» **EXERCISE AIM**: For the data that follows, return each line unchanged and drop the pictures.

........

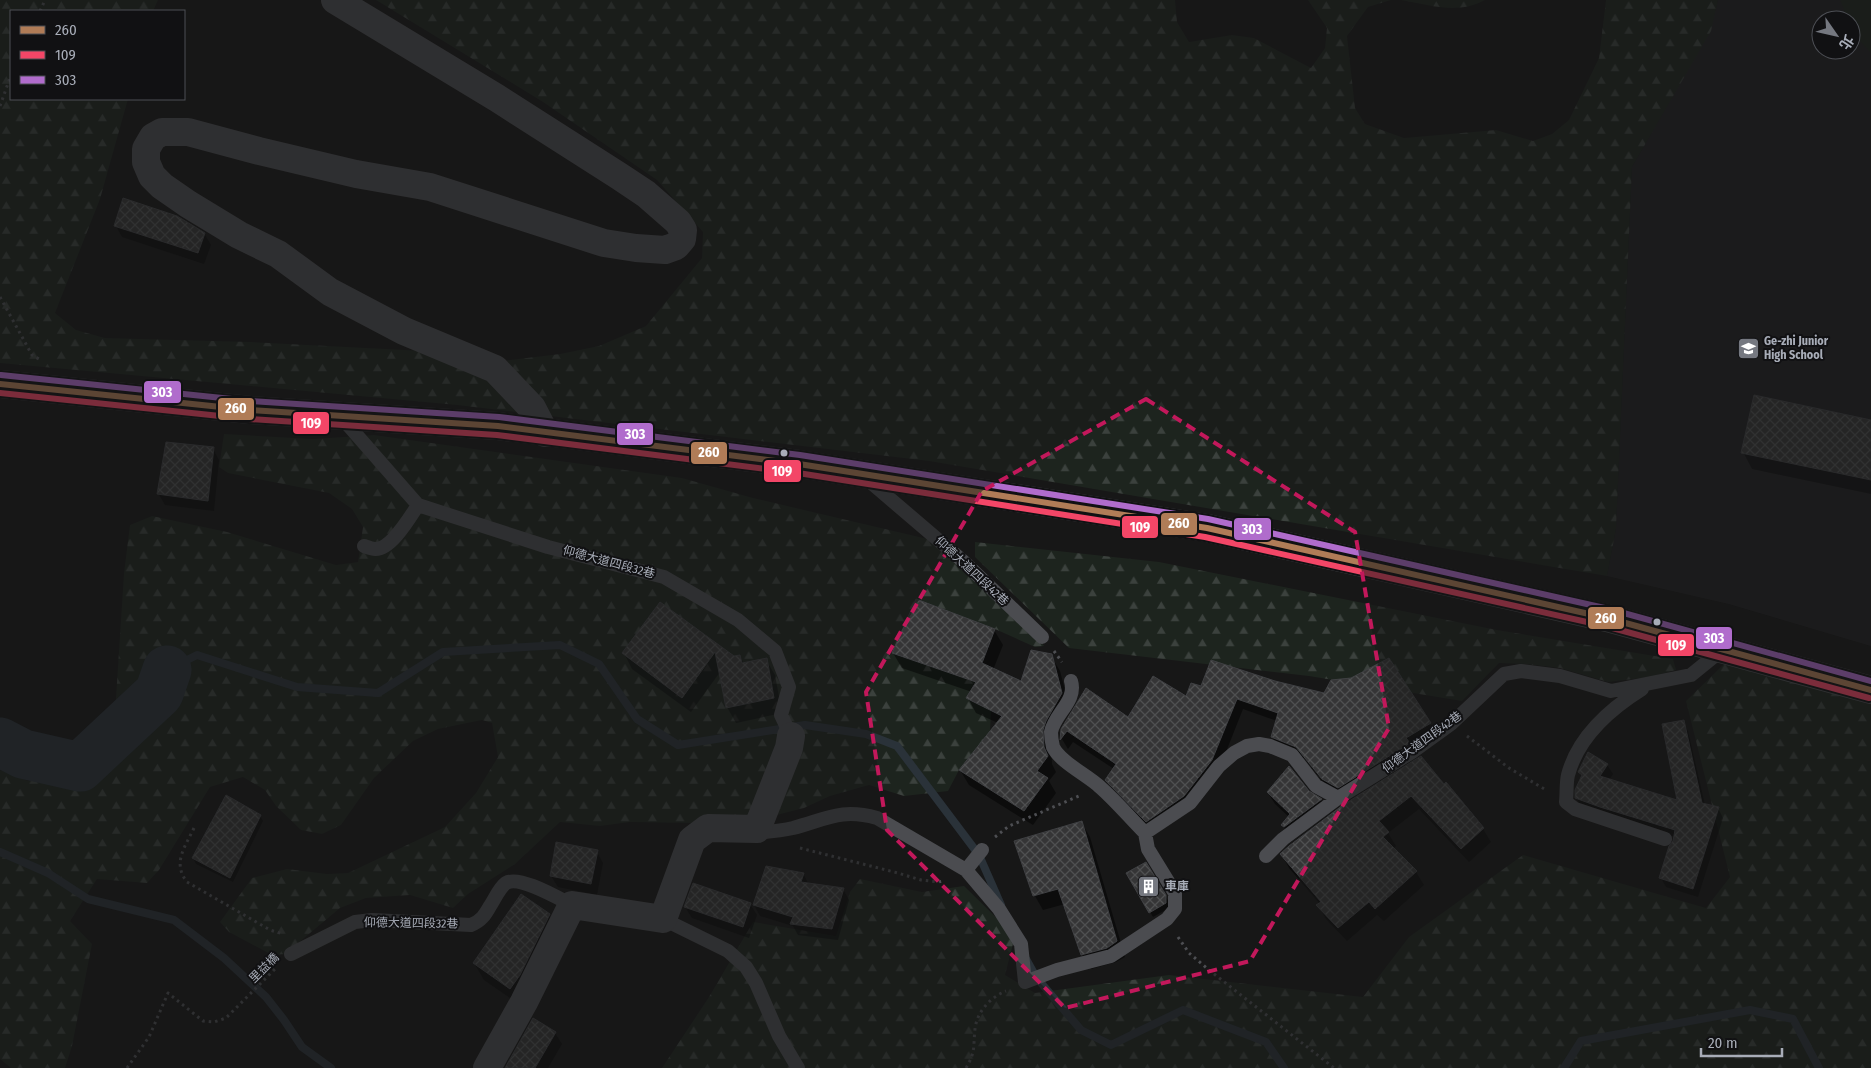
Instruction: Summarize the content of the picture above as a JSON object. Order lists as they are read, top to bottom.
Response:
{
  "streets": {
    "street": ["仰德大道四段32巷"],
    "lane": ["仰德大道四段42巷"],
    "path": ["里益橋"]
  },
  "crossings": [
    ["仰德大道四段32巷", "里益橋"]
  ],
  "places": {
    "school or university": ["Ge-zhi Junior High School"],
    "building": ["車庫"]
  },
  "lines": ["transit line 303", "transit line 260", "transit line 109"],
  "legend": ["260", "109", "303"],
  "scale_bar": "20 m",
  "north": "bottom right"
}
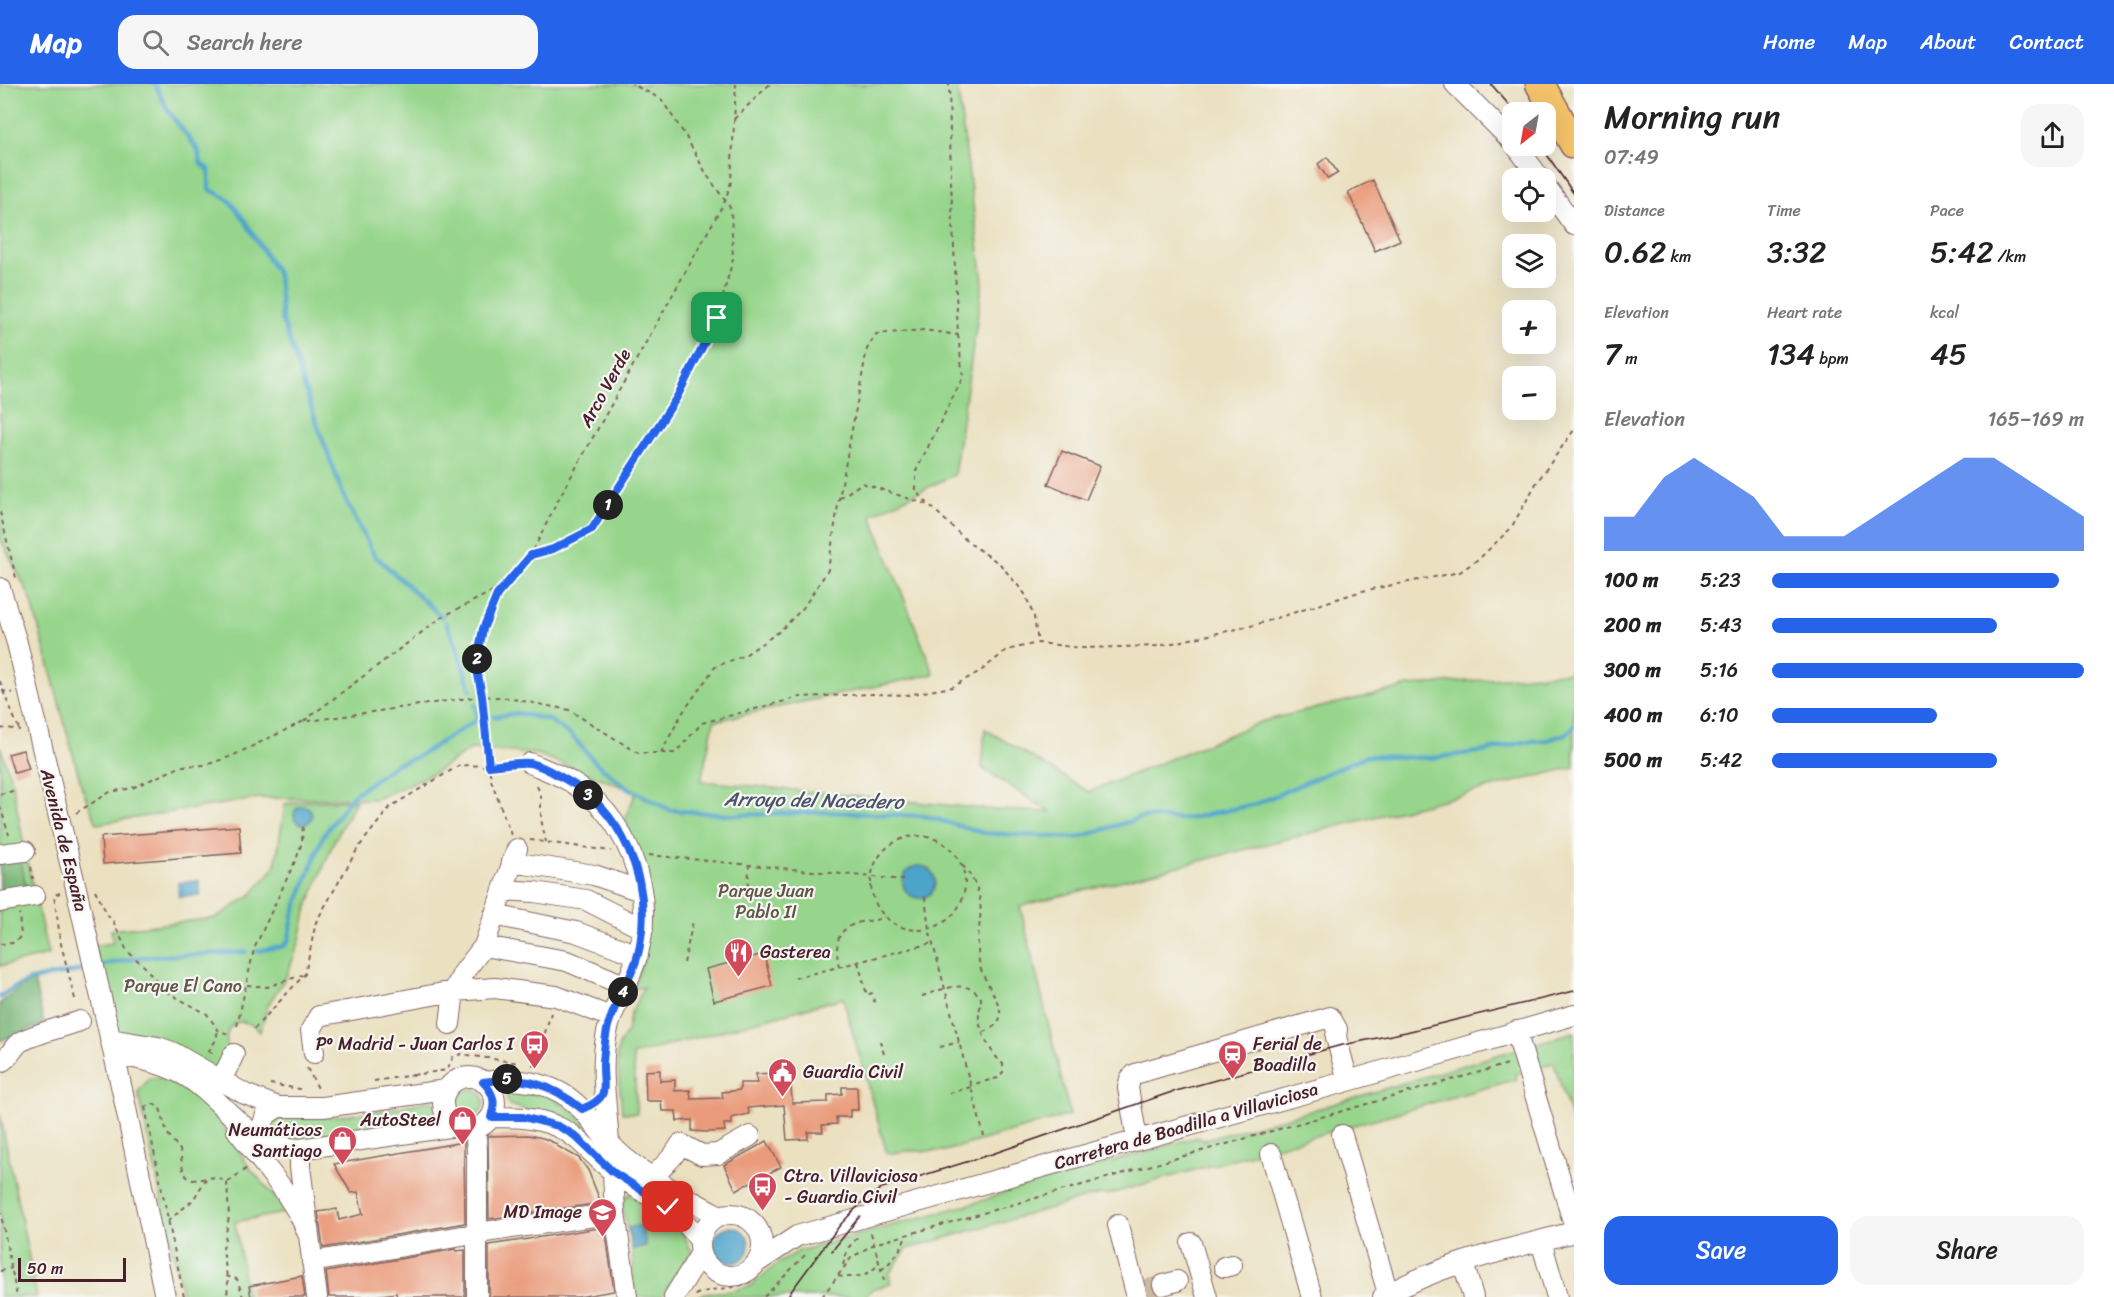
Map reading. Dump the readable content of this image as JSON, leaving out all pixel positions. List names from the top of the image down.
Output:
{
  "streets": {
    "street": ["Avenida de España", "Carretera de Boadilla a Villaviciosa"],
    "path": ["Arco Verde"]
  },
  "water": ["Arroyo del Nacedero"],
  "parks": ["Parque Juan Pablo II", "Parque El Cano"],
  "places": {
    "restaurant": ["Gasterea"],
    "bus stop": ["Pº Madrid - Juan Carlos I", "Ctra. Villaviciosa - Guardia Civil"],
    "station": ["Ferial de Boadilla"],
    "public building": ["Guardia Civil"],
    "shop": ["AutoSteel", "Neumáticos Santiago"],
    "school or university": ["MD Image"]
  },
  "scale_bar": "50 m",
  "north": "bottom left",
  "page": {
    "header": "Map",
    "search": "Search here",
    "nav": [
      "Home",
      "Map",
      "About",
      "Contact"
    ],
    "heading": ["Morning run", "07:49"],
    "map_buttons": ["+", "−"],
    "stats": [
      ["Distance", "0.62 km"],
      ["Time", "3:32"],
      ["Pace", "5:42 /km"],
      ["Elevation", "7 m"],
      ["Heart rate", "134 bpm"],
      ["kcal", "45"]
    ],
    "chart": ["Elevation", "165–169 m"],
    "pins": [
      "1",
      "2",
      "3",
      "4",
      "5"
    ],
    "list": [
      {
        "name": "100 m",
        "note": "5:23"
      },
      {
        "name": "200 m",
        "note": "5:43"
      },
      {
        "name": "300 m",
        "note": "5:16"
      },
      {
        "name": "400 m",
        "note": "6:10"
      },
      {
        "name": "500 m",
        "note": "5:42"
      }
    ],
    "buttons": ["Save", "Share"],
    "scale": "50 m"
  }
}
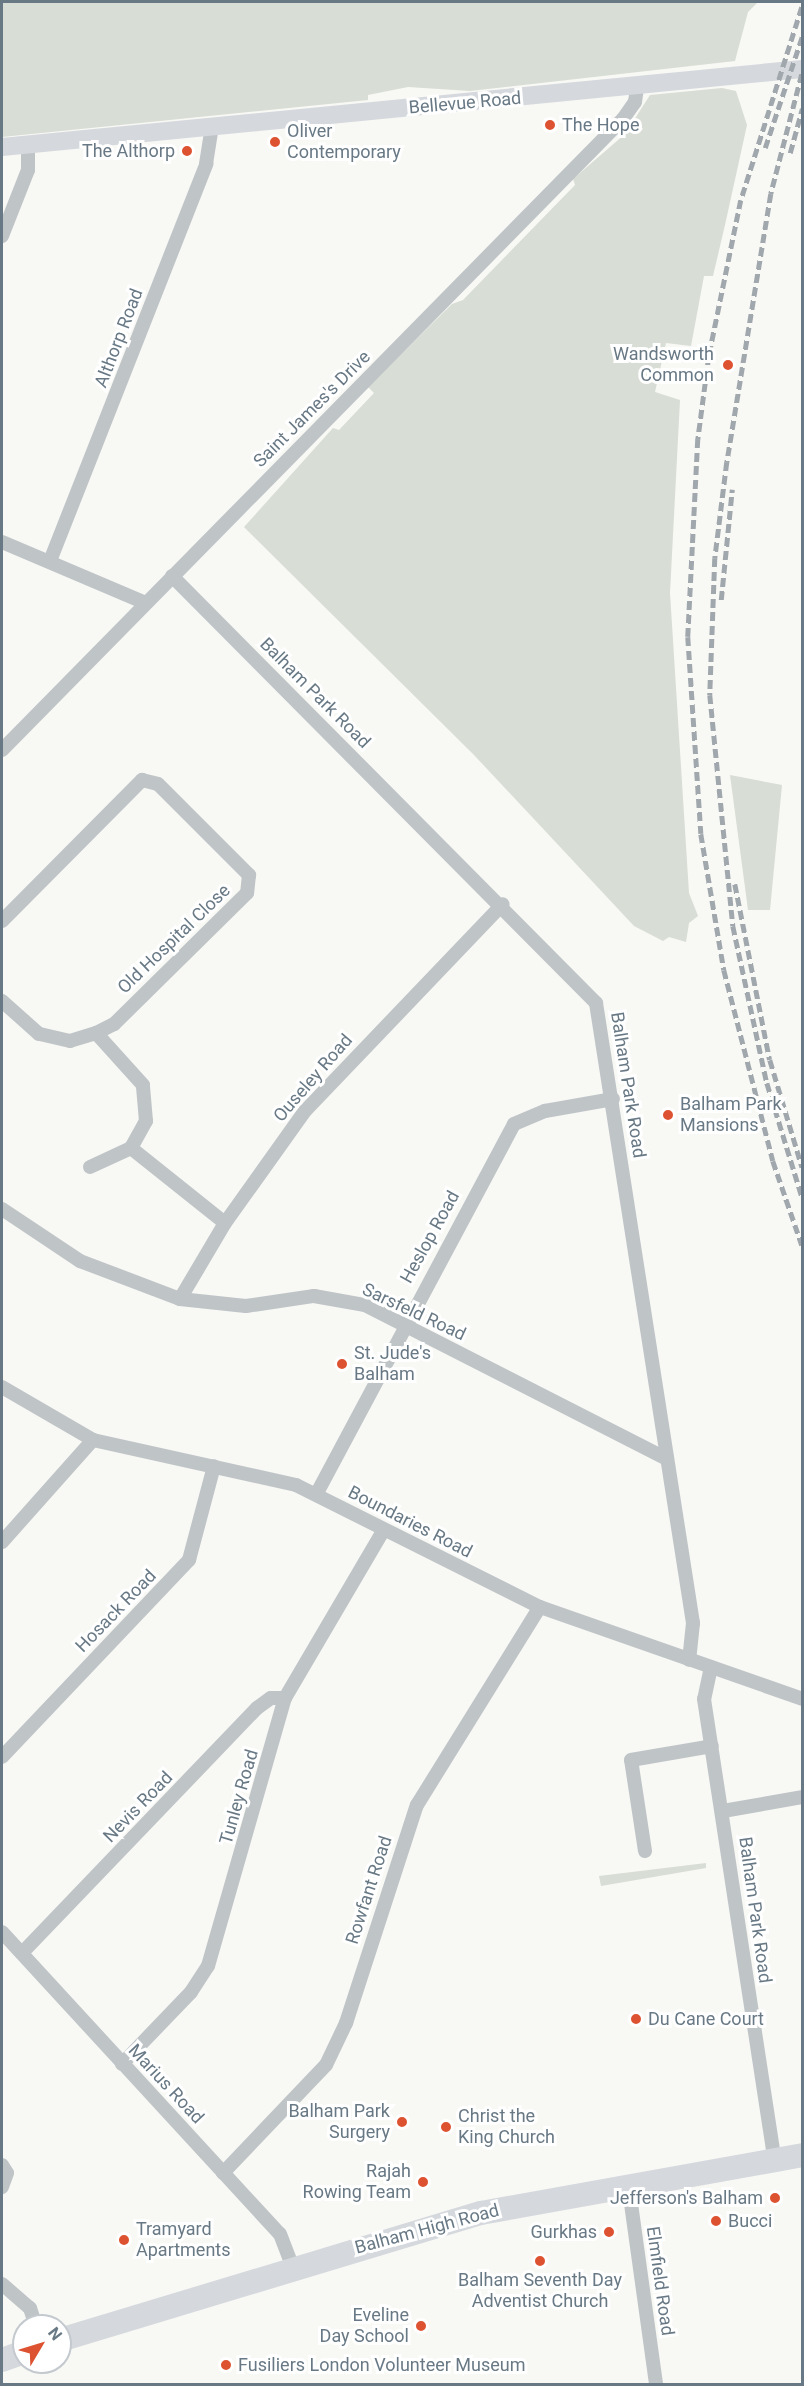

........

» **WRITTEN SOLUTION**:
Instruction: Summarize the content of the picture above as a JSON object. Order lists as they are read, top to bottom.
Response:
{
  "streets": {
    "street": ["仰德大道四段32巷"],
    "lane": ["仰德大道四段42巷"],
    "path": ["里益橋"]
  },
  "crossings": [
    ["仰德大道四段32巷", "里益橋"]
  ],
  "places": {
    "school or university": ["Ge-zhi Junior High School"],
    "building": ["車庫"]
  },
  "lines": ["transit line 303", "transit line 260", "transit line 109"],
  "legend": ["260", "109", "303"],
  "scale_bar": "20 m",
  "north": "bottom right"
}
Map reading. Dump the readable content of this image as JSON, leaving out all pixel positions. List names from the top of the image down.
Output:
{
  "streets": {
    "street": ["Avenida de España", "Carretera de Boadilla a Villaviciosa"],
    "path": ["Arco Verde"]
  },
  "water": ["Arroyo del Nacedero"],
  "parks": ["Parque Juan Pablo II", "Parque El Cano"],
  "places": {
    "restaurant": ["Gasterea"],
    "bus stop": ["Pº Madrid - Juan Carlos I", "Ctra. Villaviciosa - Guardia Civil"],
    "station": ["Ferial de Boadilla"],
    "public building": ["Guardia Civil"],
    "shop": ["AutoSteel", "Neumáticos Santiago"],
    "school or university": ["MD Image"]
  },
  "scale_bar": "50 m",
  "north": "bottom left",
  "page": {
    "header": "Map",
    "search": "Search here",
    "nav": [
      "Home",
      "Map",
      "About",
      "Contact"
    ],
    "heading": ["Morning run", "07:49"],
    "map_buttons": ["+", "−"],
    "stats": [
      ["Distance", "0.62 km"],
      ["Time", "3:32"],
      ["Pace", "5:42 /km"],
      ["Elevation", "7 m"],
      ["Heart rate", "134 bpm"],
      ["kcal", "45"]
    ],
    "chart": ["Elevation", "165–169 m"],
    "pins": [
      "1",
      "2",
      "3",
      "4",
      "5"
    ],
    "list": [
      {
        "name": "100 m",
        "note": "5:23"
      },
      {
        "name": "200 m",
        "note": "5:43"
      },
      {
        "name": "300 m",
        "note": "5:16"
      },
      {
        "name": "400 m",
        "note": "6:10"
      },
      {
        "name": "500 m",
        "note": "5:42"
      }
    ],
    "buttons": ["Save", "Share"],
    "scale": "50 m"
  }
}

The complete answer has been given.